▶ Dataset entries:
- Opening Delimiter -
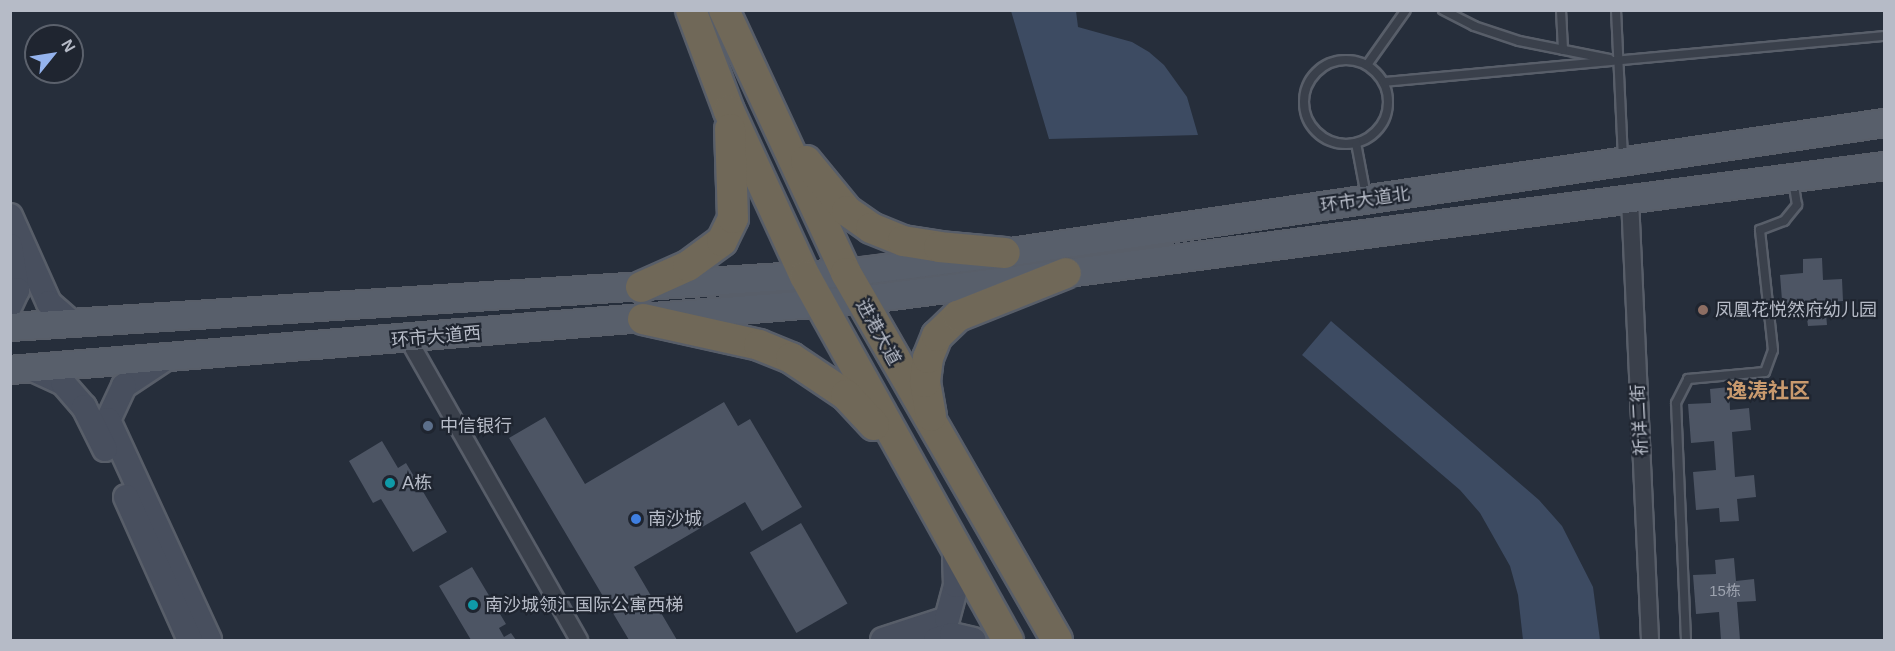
<!DOCTYPE html>
<meta charset="utf-8">
<style>
body{margin:0}
#map{position:relative;width:1895px;height:651px;overflow:hidden;background:#262e3b;font-family:Helvetica,"Noto Sans SC",sans-serif}
div>[style]{position:absolute}
.water>*{inset:0;background:#3d4b62}
.building>*{inset:0;background:#4d5564;transform-origin:0 0}
.roads{filter:drop-shadow(2px 0 #585e69) drop-shadow(-2px 0 #585e69) drop-shadow(0 2px #585e69) drop-shadow(0 -2px #585e69)}
.lane>*{height:8px;margin:-4px;padding:0 4px;transform-origin:4px;border-radius:4px;background:#3a404b}
.lane>.ring{margin:-4px;padding:0;box-sizing:content-box;background:none;border:8px solid #3a404b;border-radius:50%}
.street>*{height:16px;margin:-8px;padding:0 8px;transform-origin:8px;border-radius:8px;background:#3a404b}
.secondary>*{height:24px;margin:-12px;padding:0 12px;transform-origin:12px;border-radius:12px;background:#484f5e}
.primary>*{height:26px;margin:-13px;padding:0 13px;transform-origin:13px;border-radius:13px;background:#585f6b}
.highway>*{height:30px;margin:-15px;padding:0 15px;transform-origin:15px;border-radius:15px;background:#706858}
.dots>*{width:16px;height:16px;translate:-50% -50%;box-sizing:border-box;border:3px solid #1f2530;border-radius:50%}
span{translate:-50% -50%;white-space:nowrap;text-align:center;line-height:1.15;-webkit-text-stroke:4.5px #1f2530;paint-order:stroke}
.number-label{font-size:15px;color:#9ca2ae}
.number-label span{-webkit-text-stroke-width:0}
.street-label{font-size:18px;color:#b6bbc7}
.poi-label{font-size:18px;color:#b6bbc7}
.left{translate:0 -50%;text-align:left}
.quarter-label{font-size:21px;color:#c99a6e;font-weight:700}
.frame{position:absolute;inset:0;border:12px solid #b6bbc7;pointer-events:none}
.north{position:absolute;left:24px;top:24px;width:60px;height:60px;box-sizing:border-box;background:#1f2530;border:2px solid #5b616c;border-radius:50%;rotate:60deg;font-size:16px;font-weight:700;line-height:24px;text-align:center;color:#b6bbc7}
.north::after{content:'';display:block;margin:auto;width:21px;height:27px;background:#94b3ed;clip-path:polygon(50% 0,100% 100%,50% 72%,0 100%)}
</style>
<div id="map">
<div class="water">
<div style="clip-path:polygon(1011px 11px,1076px 11px,1078px 27px,1132px 42px,1149px 52px,1164px 65px,1187px 97px,1198px 135px,1049px 139px)"></div>
<div style="clip-path:polygon(1331px 321px,1539px 500px,1562px 526px,1593px 587px,1600px 640px,1523px 640px,1518px 595px,1510px 566px,1480px 513px,1460px 490px,1302px 355px)"></div>
</div>
<div class="building">
<div style="clip-path:polygon(1822px 258px,1823px 280px,1842px 279px,1843px 301px,1825px 302px,1827px 325px,1808px 326px,1806px 312px,1783px 313px,1780px 275px,1803px 273px,1803px 259px)"></div>
<div style="clip-path:polygon(1729px 387px,1730px 410px,1749px 408px,1751px 430px,1732px 432px,1735px 477px,1754px 475px,1756px 497px,1737px 499px,1739px 521px,1720px 522px,1719px 508px,1696px 510px,1693px 472px,1716px 470px,1714px 441px,1691px 443px,1688px 404px,1711px 403px,1710px 389px)"></div>
<div style="clip-path:polygon(724px 402px,738px 426px,750px 419px,802px 507px,762px 531px,745px 502px,634px 567px,677px 640px,629px 640px,509px 438px,545px 417px,585px 484px)"></div>
<div style="clip-path:polygon(382px 441px,398px 468px,406px 463px,447px 532px,413px 552px,381px 499px,373px 503px,349px 461px)"></div>
<div style="left:801px;top:523px;width:93px;height:59px;rotate:60deg"></div>
<div style="clip-path:polygon(1734px 558px,1736px 581px,1754px 579px,1756px 601px,1737px 602px,1740px 640px,1721px 640px,1719px 612px,1696px 614px,1693px 575px,1716px 574px,1715px 560px)"></div>
<div style="clip-path:polygon(472px 567px,506px 624px,499px 628px,504px 637px,511px 633px,516px 640px,471px 640px,439px 586px)"></div>
</div>
<div class="roads">
<div class="lane">
<div style="left:1443px;top:10px;width:35px;rotate:27deg"></div>
<div style="left:1474px;top:26px;width:47px;rotate:18.4deg"></div>
<div style="left:1519px;top:41px;width:92px;rotate:11.3deg"></div>
<div style="left:1561px;top:10px;width:40px;rotate:87.1deg"></div>
<div style="left:1616px;top:10px;width:150px;rotate:87.3deg"></div>
<div class="ring" style="left:1304px;top:60px;width:76px;height:76px"></div>
<div style="left:1367px;top:65px;width:67px;rotate:-54.7deg"></div>
<div style="left:1384px;top:82px;width:502px;rotate:-5.26deg"></div>
<div style="left:1356px;top:143px;width:54px;rotate:79.3deg"></div>
<div style="left:1686px;top:640px;width:237px;rotate:-92.4deg"></div>
<div style="left:1676px;top:403px;width:27px;rotate:-63deg"></div>
<div style="left:1688px;top:379px;width:77px;rotate:-5.2deg"></div>
<div style="left:1765px;top:372px;width:23px;rotate:-70deg"></div>
<div style="left:1773px;top:350px;width:121px;rotate:-96.2deg"></div>
<div style="left:1760px;top:230px;width:26px;rotate:-21deg"></div>
<div style="left:1784px;top:221px;width:21px;rotate:-51deg"></div>
<div style="left:1797px;top:205px;width:24px;rotate:-99deg"></div>
</div>
<div class="street">
<div style="left:1630px;top:199px;width:441px;rotate:87.4deg"></div>
<div style="left:408px;top:339px;width:346px;rotate:60.4deg"></div>
</div>
<div class="secondary">
<div style="left:10px;top:216px;width:95px;rotate:65.9deg"></div>
<div style="left:49px;top:303px;width:30px;rotate:41deg"></div>
<div style="left:10px;top:246px;width:45px;rotate:81deg"></div>
<div style="left:17px;top:290px;width:17px;rotate:115deg"></div>
<div style="left:163px;top:360px;width:47px;rotate:146.3deg"></div>
<div style="left:124px;top:386px;width:38px;rotate:115deg"></div>
<div style="left:108px;top:420px;width:242px;rotate:65.3deg"></div>
<div style="left:33px;top:369px;width:33px;rotate:25deg"></div>
<div style="left:63px;top:383px;width:32px;rotate:49deg"></div>
<div style="left:84px;top:407px;width:47px;rotate:63.4deg"></div>
<div style="left:126px;top:497px;width:157px;rotate:65.9deg"></div>
<div style="left:883px;top:640px;width:67px;rotate:-18.2deg"></div>
<div style="left:947px;top:619px;width:35px;rotate:-75deg"></div>
<div style="left:956px;top:585px;width:34px;rotate:-92deg"></div>
<div style="left:936px;top:640px;width:17px;rotate:-17deg"></div>
<div style="left:952px;top:635px;width:22px;rotate:13deg"></div>
</div>
<div class="primary">
<div style="left:10px;top:327px;width:838px;rotate:-3.7deg"></div>
<div style="left:846px;top:273px;width:160px;rotate:-7.2deg"></div>
<div style="left:1005px;top:253px;width:889px;rotate:-8.41deg"></div>
<div style="left:10px;top:370px;width:854px;rotate:-4.7deg"></div>
<div style="left:861px;top:300px;width:1032px;rotate:-7.46deg"></div>
</div>
<div class="highway">
<div style="left:691px;top:10px;width:108px;rotate:69.4deg"></div>
<div style="left:729px;top:111px;width:182px;rotate:65.3deg"></div>
<div style="left:805px;top:276px;width:417px;rotate:60.9deg"></div>
<div style="left:724px;top:10px;width:290px;rotate:65.1deg"></div>
<div style="left:846px;top:273px;width:423px;rotate:60.1deg"></div>
<div style="left:806px;top:161px;width:65px;rotate:50.6deg"></div>
<div style="left:847px;top:211px;width:29px;rotate:35deg"></div>
<div style="left:871px;top:228px;width:35px;rotate:22deg"></div>
<div style="left:903px;top:241px;width:36px;rotate:9deg"></div>
<div style="left:939px;top:247px;width:66px;rotate:5.2deg"></div>
<div style="left:641px;top:287px;width:51px;rotate:-24.1deg"></div>
<div style="left:688px;top:266px;width:42px;rotate:-36.3deg"></div>
<div style="left:722px;top:241px;width:25px;rotate:-64deg"></div>
<div style="left:733px;top:218px;width:89px;rotate:-91.9deg"></div>
<div style="left:643px;top:319px;width:119px;rotate:12.6deg"></div>
<div style="left:759px;top:345px;width:35px;rotate:22deg"></div>
<div style="left:791px;top:358px;width:66px;rotate:33.9deg"></div>
<div style="left:846px;top:395px;width:41px;rotate:47deg"></div>
<div style="left:931px;top:416px;width:35px;rotate:-100deg"></div>
<div style="left:925px;top:382px;width:24px;rotate:-83deg"></div>
<div style="left:928px;top:358px;width:24px;rotate:-68deg"></div>
<div style="left:937px;top:336px;width:29px;rotate:-44deg"></div>
<div style="left:958px;top:316px;width:116px;rotate:-21.7deg"></div>
</div>
</div>
<div class="dots">
<div style="left:1703px;top:310px;background:#8d6e63"></div>
<div style="left:428px;top:426px;background:#5c6f8a"></div>
<div style="left:390px;top:483px;background:#0f9aa8"></div>
<div style="left:636px;top:519px;background:#3f7fe0"></div>
<div style="left:473px;top:605px;background:#0f9aa8"></div>
</div>
<div class="number-label">
<span style="left:1725px;top:591px">15栋</span>
</div>
<div class="street-label">
<span style="left:1365px;top:200px;rotate:-8deg">环市大道北</span>
<span style="left:878px;top:332px;rotate:61deg">进港大道</span>
<span style="left:436px;top:337px;rotate:-5deg">环市大道西</span>
<span style="left:1640px;top:420px;rotate:-93deg">祈详二街</span>
</div>
<div class="poi-label">
<span class="left" style="left:1715px;top:310px">凤凰花悦然府幼儿园</span>
<span class="left" style="left:440px;top:426px">中信银行</span>
<span class="left" style="left:402px;top:483px">A栋</span>
<span class="left" style="left:648px;top:519px">南沙城</span>
<span class="left" style="left:485px;top:605px">南沙城领汇国际公寓西梯</span>
</div>
<div class="quarter-label">
<span style="left:1768px;top:391px">逸涛社区</span>
</div>
<div class="frame"></div>
<div class="north">N</div>
</div>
- Closing Delimiter -
Where a line of the records has the string "highway", return that line.

.highway>*{height:30px;margin:-15px;padding:0 15px;transform-origin:15px;border-radius:15px;background:#706858}
<div class="highway">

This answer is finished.